Problem ▸
Copy out the records that appear below, exactly as each one reads.

Items listed in a dataset
====================

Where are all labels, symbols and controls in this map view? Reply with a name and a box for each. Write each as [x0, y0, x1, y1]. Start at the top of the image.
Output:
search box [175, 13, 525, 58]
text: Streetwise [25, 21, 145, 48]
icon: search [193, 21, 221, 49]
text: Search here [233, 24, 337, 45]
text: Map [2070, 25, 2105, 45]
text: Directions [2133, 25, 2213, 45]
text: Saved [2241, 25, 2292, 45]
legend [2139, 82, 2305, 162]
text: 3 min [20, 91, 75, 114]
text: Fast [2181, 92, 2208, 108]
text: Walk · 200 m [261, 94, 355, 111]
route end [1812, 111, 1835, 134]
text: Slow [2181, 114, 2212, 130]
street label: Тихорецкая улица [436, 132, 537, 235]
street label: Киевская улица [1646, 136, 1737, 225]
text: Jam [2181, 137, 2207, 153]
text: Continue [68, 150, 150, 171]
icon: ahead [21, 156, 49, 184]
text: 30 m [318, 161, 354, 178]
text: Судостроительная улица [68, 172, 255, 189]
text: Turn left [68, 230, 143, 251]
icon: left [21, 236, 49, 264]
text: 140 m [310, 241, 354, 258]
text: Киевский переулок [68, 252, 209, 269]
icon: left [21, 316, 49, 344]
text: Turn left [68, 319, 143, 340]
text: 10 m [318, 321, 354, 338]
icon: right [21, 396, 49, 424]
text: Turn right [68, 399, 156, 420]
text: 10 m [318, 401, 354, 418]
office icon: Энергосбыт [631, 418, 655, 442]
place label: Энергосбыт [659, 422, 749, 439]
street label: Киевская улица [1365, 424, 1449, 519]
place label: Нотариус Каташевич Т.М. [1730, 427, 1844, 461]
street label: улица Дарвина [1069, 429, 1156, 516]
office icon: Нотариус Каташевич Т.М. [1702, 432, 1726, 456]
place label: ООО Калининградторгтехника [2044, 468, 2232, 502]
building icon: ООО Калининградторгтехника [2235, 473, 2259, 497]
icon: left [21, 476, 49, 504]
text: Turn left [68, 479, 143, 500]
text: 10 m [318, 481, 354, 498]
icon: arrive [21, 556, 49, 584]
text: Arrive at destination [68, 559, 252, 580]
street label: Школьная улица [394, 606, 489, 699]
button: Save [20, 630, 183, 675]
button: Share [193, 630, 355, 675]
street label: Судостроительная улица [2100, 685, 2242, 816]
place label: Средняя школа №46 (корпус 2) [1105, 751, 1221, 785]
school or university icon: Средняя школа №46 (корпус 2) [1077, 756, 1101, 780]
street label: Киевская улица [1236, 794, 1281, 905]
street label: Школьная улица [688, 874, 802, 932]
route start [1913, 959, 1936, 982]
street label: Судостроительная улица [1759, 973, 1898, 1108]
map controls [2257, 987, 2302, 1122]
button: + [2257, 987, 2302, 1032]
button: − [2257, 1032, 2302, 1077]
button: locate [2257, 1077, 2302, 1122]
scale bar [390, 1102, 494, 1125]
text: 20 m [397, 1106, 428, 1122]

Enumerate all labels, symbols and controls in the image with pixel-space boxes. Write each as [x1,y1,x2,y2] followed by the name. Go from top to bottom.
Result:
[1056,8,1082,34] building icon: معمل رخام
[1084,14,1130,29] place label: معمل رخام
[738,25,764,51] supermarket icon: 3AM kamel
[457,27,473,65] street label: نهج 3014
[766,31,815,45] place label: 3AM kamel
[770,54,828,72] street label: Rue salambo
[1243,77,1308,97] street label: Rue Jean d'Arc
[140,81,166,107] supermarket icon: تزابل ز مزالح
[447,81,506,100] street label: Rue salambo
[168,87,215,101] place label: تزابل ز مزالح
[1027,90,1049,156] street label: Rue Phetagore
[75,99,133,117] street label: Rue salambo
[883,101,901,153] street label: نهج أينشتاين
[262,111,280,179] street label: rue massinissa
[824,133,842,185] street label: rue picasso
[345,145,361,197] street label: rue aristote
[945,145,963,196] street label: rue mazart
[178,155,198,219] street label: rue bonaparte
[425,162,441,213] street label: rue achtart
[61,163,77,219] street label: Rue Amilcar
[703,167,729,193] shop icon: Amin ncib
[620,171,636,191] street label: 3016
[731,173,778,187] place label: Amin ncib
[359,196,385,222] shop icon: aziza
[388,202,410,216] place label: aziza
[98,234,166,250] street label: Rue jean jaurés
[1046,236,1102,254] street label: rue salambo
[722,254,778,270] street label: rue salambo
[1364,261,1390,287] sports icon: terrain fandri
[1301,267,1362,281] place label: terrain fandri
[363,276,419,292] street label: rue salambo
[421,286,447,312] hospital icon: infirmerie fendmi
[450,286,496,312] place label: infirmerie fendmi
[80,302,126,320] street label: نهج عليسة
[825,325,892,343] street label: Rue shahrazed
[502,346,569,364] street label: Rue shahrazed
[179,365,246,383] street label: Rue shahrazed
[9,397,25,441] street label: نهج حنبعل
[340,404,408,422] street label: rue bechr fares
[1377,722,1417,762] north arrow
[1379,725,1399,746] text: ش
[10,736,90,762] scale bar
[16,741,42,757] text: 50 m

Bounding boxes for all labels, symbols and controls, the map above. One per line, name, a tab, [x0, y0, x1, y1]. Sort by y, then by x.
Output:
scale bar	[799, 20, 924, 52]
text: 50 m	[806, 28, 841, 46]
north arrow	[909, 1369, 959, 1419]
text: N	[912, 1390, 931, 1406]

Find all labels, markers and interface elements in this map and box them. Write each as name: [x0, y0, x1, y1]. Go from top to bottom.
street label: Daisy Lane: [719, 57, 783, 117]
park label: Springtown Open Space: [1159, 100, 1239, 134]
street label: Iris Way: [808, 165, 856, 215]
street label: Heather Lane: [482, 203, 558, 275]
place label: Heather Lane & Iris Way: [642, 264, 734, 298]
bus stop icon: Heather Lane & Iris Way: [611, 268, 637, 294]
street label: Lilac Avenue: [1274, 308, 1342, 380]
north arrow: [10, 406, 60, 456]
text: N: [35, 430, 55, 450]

====================

Written reply ▸
Where are all labels, symbols and controls in this map view? Reply with a name and a box for each. Write each as [x0, y0, x1, y1]. Start at the top of the image.
Output:
search box [175, 13, 525, 58]
text: Streetwise [25, 21, 145, 48]
icon: search [193, 21, 221, 49]
text: Search here [233, 24, 337, 45]
text: Map [2070, 25, 2105, 45]
text: Directions [2133, 25, 2213, 45]
text: Saved [2241, 25, 2292, 45]
legend [2139, 82, 2305, 162]
text: 3 min [20, 91, 75, 114]
text: Fast [2181, 92, 2208, 108]
text: Walk · 200 m [261, 94, 355, 111]
route end [1812, 111, 1835, 134]
text: Slow [2181, 114, 2212, 130]
street label: Тихорецкая улица [436, 132, 537, 235]
street label: Киевская улица [1646, 136, 1737, 225]
text: Jam [2181, 137, 2207, 153]
text: Continue [68, 150, 150, 171]
icon: ahead [21, 156, 49, 184]
text: 30 m [318, 161, 354, 178]
text: Судостроительная улица [68, 172, 255, 189]
text: Turn left [68, 230, 143, 251]
icon: left [21, 236, 49, 264]
text: 140 m [310, 241, 354, 258]
text: Киевский переулок [68, 252, 209, 269]
icon: left [21, 316, 49, 344]
text: Turn left [68, 319, 143, 340]
text: 10 m [318, 321, 354, 338]
icon: right [21, 396, 49, 424]
text: Turn right [68, 399, 156, 420]
text: 10 m [318, 401, 354, 418]
office icon: Энергосбыт [631, 418, 655, 442]
place label: Энергосбыт [659, 422, 749, 439]
street label: Киевская улица [1365, 424, 1449, 519]
place label: Нотариус Каташевич Т.М. [1730, 427, 1844, 461]
street label: улица Дарвина [1069, 429, 1156, 516]
office icon: Нотариус Каташевич Т.М. [1702, 432, 1726, 456]
place label: ООО Калининградторгтехника [2044, 468, 2232, 502]
building icon: ООО Калининградторгтехника [2235, 473, 2259, 497]
icon: left [21, 476, 49, 504]
text: Turn left [68, 479, 143, 500]
text: 10 m [318, 481, 354, 498]
icon: arrive [21, 556, 49, 584]
text: Arrive at destination [68, 559, 252, 580]
street label: Школьная улица [394, 606, 489, 699]
button: Save [20, 630, 183, 675]
button: Share [193, 630, 355, 675]
street label: Судостроительная улица [2100, 685, 2242, 816]
place label: Средняя школа №46 (корпус 2) [1105, 751, 1221, 785]
school or university icon: Средняя школа №46 (корпус 2) [1077, 756, 1101, 780]
street label: Киевская улица [1236, 794, 1281, 905]
street label: Школьная улица [688, 874, 802, 932]
route start [1913, 959, 1936, 982]
street label: Судостроительная улица [1759, 973, 1898, 1108]
map controls [2257, 987, 2302, 1122]
button: + [2257, 987, 2302, 1032]
button: − [2257, 1032, 2302, 1077]
button: locate [2257, 1077, 2302, 1122]
scale bar [390, 1102, 494, 1125]
text: 20 m [397, 1106, 428, 1122]

Enumerate all labels, symbols and controls in the image with pixel-space boxes. Write each as [x1,y1,x2,y2] followed by the name. Go from top to bottom.
Result:
[1056,8,1082,34] building icon: معمل رخام
[1084,14,1130,29] place label: معمل رخام
[738,25,764,51] supermarket icon: 3AM kamel
[457,27,473,65] street label: نهج 3014
[766,31,815,45] place label: 3AM kamel
[770,54,828,72] street label: Rue salambo
[1243,77,1308,97] street label: Rue Jean d'Arc
[140,81,166,107] supermarket icon: تزابل ز مزالح
[447,81,506,100] street label: Rue salambo
[168,87,215,101] place label: تزابل ز مزالح
[1027,90,1049,156] street label: Rue Phetagore
[75,99,133,117] street label: Rue salambo
[883,101,901,153] street label: نهج أينشتاين
[262,111,280,179] street label: rue massinissa
[824,133,842,185] street label: rue picasso
[345,145,361,197] street label: rue aristote
[945,145,963,196] street label: rue mazart
[178,155,198,219] street label: rue bonaparte
[425,162,441,213] street label: rue achtart
[61,163,77,219] street label: Rue Amilcar
[703,167,729,193] shop icon: Amin ncib
[620,171,636,191] street label: 3016
[731,173,778,187] place label: Amin ncib
[359,196,385,222] shop icon: aziza
[388,202,410,216] place label: aziza
[98,234,166,250] street label: Rue jean jaurés
[1046,236,1102,254] street label: rue salambo
[722,254,778,270] street label: rue salambo
[1364,261,1390,287] sports icon: terrain fandri
[1301,267,1362,281] place label: terrain fandri
[363,276,419,292] street label: rue salambo
[421,286,447,312] hospital icon: infirmerie fendmi
[450,286,496,312] place label: infirmerie fendmi
[80,302,126,320] street label: نهج عليسة
[825,325,892,343] street label: Rue shahrazed
[502,346,569,364] street label: Rue shahrazed
[179,365,246,383] street label: Rue shahrazed
[9,397,25,441] street label: نهج حنبعل
[340,404,408,422] street label: rue bechr fares
[1377,722,1417,762] north arrow
[1379,725,1399,746] text: ش
[10,736,90,762] scale bar
[16,741,42,757] text: 50 m

Bounding boxes for all labels, symbols and controls, the map above. One per line, name, a tab, [x0, y0, x1, y1]. Sort by y, then by x.
Output:
scale bar	[799, 20, 924, 52]
text: 50 m	[806, 28, 841, 46]
north arrow	[909, 1369, 959, 1419]
text: N	[912, 1390, 931, 1406]

Find all labels, markers and interface elements in this map and box them. Write each as name: [x0, y0, x1, y1]. Go from top to bottom.
street label: Daisy Lane: [719, 57, 783, 117]
park label: Springtown Open Space: [1159, 100, 1239, 134]
street label: Iris Way: [808, 165, 856, 215]
street label: Heather Lane: [482, 203, 558, 275]
place label: Heather Lane & Iris Way: [642, 264, 734, 298]
bus stop icon: Heather Lane & Iris Way: [611, 268, 637, 294]
street label: Lilac Avenue: [1274, 308, 1342, 380]
north arrow: [10, 406, 60, 456]
text: N: [35, 430, 55, 450]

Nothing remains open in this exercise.